=== Exercise instructions ===
Below are the entries; determine how many of their lines contain the string "strokeStyle" and give that figure alone.

(Entries taken from a collection)
______

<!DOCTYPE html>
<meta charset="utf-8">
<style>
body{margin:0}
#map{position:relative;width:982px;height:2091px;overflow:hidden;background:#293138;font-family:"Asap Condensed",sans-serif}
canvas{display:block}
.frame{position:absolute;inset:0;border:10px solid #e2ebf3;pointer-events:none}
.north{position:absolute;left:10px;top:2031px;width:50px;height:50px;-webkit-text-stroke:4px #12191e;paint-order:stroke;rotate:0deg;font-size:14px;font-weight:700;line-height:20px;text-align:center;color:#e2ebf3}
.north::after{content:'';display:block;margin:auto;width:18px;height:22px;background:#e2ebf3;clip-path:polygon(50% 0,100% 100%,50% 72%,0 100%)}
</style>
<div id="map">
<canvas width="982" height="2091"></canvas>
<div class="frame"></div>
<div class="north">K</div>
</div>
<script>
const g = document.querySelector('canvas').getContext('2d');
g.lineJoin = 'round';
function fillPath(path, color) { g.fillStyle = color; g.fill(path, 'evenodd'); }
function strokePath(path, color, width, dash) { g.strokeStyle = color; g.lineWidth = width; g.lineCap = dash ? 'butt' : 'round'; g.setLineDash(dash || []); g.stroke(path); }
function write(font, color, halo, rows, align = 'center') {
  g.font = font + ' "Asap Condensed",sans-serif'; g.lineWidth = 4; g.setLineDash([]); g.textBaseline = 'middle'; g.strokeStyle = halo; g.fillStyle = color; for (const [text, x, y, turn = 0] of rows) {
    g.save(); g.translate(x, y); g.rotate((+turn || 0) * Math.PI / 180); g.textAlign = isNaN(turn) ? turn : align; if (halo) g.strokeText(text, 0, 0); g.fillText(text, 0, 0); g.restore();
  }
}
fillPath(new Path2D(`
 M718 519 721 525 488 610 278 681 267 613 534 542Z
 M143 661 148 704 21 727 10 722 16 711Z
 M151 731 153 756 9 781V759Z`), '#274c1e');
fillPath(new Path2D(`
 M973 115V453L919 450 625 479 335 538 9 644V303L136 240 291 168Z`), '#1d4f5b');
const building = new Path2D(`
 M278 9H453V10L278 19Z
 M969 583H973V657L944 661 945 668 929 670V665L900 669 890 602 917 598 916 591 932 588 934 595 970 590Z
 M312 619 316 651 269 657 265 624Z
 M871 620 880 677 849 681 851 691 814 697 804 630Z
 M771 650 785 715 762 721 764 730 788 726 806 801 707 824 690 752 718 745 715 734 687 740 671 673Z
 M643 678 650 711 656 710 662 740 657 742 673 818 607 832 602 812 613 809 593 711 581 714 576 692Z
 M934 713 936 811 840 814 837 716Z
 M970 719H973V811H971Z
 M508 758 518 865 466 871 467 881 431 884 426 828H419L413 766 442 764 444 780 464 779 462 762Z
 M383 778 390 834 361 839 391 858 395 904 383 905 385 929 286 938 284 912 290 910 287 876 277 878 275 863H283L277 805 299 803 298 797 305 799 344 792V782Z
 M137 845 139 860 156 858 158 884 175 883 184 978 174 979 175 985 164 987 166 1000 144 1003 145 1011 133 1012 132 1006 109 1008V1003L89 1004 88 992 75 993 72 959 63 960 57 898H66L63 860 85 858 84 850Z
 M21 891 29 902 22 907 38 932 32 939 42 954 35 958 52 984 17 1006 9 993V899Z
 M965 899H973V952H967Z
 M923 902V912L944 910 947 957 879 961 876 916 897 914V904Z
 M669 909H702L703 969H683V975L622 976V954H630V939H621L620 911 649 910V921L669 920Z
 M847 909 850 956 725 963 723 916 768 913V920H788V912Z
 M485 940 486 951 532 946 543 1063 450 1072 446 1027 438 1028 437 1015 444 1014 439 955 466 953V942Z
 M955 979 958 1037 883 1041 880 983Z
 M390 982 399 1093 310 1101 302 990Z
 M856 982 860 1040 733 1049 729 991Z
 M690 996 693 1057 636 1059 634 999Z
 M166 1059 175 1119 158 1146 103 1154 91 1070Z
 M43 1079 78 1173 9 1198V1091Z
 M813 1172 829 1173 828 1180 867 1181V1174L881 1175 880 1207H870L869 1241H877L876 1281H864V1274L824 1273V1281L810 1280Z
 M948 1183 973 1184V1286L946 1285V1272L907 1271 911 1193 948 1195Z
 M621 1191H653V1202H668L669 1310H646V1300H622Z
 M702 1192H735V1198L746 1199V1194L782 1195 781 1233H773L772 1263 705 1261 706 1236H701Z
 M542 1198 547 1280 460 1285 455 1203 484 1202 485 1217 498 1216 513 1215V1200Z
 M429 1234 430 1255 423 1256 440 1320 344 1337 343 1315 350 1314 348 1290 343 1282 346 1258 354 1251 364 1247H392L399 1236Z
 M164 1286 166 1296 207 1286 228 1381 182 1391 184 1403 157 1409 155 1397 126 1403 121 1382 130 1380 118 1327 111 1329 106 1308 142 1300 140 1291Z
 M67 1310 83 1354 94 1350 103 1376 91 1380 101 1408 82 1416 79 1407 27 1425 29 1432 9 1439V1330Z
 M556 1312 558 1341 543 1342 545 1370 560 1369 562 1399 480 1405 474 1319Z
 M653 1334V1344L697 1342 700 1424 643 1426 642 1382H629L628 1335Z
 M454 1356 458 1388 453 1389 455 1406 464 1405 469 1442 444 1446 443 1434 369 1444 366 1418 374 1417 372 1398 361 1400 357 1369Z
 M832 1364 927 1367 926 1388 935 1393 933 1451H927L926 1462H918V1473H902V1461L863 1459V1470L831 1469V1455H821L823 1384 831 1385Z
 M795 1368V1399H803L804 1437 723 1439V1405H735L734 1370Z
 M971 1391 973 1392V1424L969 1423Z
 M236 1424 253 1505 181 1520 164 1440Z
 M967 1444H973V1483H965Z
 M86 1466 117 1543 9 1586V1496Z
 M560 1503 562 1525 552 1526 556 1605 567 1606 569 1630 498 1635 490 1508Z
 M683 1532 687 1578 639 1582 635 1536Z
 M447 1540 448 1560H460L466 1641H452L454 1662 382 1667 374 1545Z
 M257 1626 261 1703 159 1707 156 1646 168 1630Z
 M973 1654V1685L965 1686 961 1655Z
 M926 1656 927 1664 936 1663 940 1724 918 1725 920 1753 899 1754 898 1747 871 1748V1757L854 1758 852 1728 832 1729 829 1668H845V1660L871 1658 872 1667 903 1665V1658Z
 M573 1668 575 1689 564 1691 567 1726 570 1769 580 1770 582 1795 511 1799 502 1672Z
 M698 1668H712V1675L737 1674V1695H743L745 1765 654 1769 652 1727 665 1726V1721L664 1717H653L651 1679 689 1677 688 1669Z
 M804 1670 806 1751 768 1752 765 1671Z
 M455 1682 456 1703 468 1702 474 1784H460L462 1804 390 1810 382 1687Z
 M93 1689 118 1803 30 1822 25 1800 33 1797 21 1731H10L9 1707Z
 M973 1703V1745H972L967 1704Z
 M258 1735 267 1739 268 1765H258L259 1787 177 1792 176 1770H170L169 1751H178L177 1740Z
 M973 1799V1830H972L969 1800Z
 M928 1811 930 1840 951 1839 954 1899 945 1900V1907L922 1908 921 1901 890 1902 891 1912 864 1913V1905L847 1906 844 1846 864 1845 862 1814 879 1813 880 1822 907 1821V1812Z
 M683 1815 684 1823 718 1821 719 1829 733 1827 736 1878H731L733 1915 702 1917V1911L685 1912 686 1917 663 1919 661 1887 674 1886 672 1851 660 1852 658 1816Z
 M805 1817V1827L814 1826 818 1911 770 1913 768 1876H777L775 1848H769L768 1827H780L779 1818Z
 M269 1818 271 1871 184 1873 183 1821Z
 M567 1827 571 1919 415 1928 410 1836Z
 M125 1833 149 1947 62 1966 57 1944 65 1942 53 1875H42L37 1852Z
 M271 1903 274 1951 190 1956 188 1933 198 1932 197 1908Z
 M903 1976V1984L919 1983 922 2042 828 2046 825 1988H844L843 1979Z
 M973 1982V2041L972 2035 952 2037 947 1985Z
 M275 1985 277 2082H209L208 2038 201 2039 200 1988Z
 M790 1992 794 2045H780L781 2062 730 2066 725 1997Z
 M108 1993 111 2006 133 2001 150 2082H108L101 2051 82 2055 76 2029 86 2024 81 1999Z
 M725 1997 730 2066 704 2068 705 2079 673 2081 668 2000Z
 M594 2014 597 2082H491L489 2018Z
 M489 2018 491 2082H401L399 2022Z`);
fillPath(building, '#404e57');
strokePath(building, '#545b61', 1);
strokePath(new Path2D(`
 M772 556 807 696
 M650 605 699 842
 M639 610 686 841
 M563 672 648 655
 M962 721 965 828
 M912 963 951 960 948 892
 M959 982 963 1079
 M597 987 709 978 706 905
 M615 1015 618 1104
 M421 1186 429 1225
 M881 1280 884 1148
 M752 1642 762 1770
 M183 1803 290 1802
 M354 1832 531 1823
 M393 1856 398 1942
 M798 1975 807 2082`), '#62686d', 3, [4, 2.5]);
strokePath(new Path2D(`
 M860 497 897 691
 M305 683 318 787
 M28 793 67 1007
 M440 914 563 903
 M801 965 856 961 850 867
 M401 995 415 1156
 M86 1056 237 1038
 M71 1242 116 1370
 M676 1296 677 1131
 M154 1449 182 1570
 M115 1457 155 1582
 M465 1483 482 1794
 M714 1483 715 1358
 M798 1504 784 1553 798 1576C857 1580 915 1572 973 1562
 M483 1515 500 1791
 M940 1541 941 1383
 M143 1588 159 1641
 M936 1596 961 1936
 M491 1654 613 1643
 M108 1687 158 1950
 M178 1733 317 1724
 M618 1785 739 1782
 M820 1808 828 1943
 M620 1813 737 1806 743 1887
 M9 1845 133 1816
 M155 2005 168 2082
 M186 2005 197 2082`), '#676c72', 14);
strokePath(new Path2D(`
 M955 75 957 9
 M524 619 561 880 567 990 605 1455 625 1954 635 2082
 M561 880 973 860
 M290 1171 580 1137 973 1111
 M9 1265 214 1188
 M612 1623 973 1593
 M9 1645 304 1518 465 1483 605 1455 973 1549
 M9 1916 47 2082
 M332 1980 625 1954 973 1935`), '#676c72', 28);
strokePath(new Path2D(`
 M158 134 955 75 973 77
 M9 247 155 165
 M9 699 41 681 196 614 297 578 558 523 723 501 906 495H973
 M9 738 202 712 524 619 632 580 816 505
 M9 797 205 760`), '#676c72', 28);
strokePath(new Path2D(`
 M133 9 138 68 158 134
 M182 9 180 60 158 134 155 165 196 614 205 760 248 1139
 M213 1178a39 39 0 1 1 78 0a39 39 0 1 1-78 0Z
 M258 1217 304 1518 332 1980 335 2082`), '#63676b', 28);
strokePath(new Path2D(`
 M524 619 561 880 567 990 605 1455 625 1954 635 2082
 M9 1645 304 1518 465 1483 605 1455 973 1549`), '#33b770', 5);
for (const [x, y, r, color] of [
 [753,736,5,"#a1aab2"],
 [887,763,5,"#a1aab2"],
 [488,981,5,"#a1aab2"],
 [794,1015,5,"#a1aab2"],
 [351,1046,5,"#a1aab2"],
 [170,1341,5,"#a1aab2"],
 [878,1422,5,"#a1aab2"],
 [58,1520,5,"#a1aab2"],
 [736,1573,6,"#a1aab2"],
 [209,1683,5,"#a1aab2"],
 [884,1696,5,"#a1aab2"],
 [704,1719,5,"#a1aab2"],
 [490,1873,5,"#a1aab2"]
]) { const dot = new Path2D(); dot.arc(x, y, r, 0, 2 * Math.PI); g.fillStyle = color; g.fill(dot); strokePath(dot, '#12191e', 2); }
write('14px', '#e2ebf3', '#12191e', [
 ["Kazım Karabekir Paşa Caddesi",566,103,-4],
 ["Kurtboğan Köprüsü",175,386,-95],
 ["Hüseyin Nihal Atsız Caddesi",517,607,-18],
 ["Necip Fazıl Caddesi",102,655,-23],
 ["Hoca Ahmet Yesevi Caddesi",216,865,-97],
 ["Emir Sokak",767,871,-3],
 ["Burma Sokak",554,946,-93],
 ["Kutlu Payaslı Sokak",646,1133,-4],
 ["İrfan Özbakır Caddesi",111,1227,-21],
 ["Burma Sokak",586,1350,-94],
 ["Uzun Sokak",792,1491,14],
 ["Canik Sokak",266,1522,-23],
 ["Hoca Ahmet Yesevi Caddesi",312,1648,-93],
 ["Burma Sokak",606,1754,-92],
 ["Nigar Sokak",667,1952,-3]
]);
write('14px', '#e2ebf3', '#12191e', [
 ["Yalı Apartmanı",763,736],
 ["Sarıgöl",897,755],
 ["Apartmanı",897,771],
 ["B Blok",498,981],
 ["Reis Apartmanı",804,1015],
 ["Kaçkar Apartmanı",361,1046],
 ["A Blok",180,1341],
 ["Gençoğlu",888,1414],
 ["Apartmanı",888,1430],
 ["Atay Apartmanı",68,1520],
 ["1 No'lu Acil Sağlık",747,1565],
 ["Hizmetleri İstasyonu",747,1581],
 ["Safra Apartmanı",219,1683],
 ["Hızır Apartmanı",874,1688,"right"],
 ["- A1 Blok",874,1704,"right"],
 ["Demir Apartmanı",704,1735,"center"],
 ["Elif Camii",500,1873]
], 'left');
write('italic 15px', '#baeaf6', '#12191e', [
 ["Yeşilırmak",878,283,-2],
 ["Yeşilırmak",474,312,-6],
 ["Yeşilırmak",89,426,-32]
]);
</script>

______

=== Task solution ===
2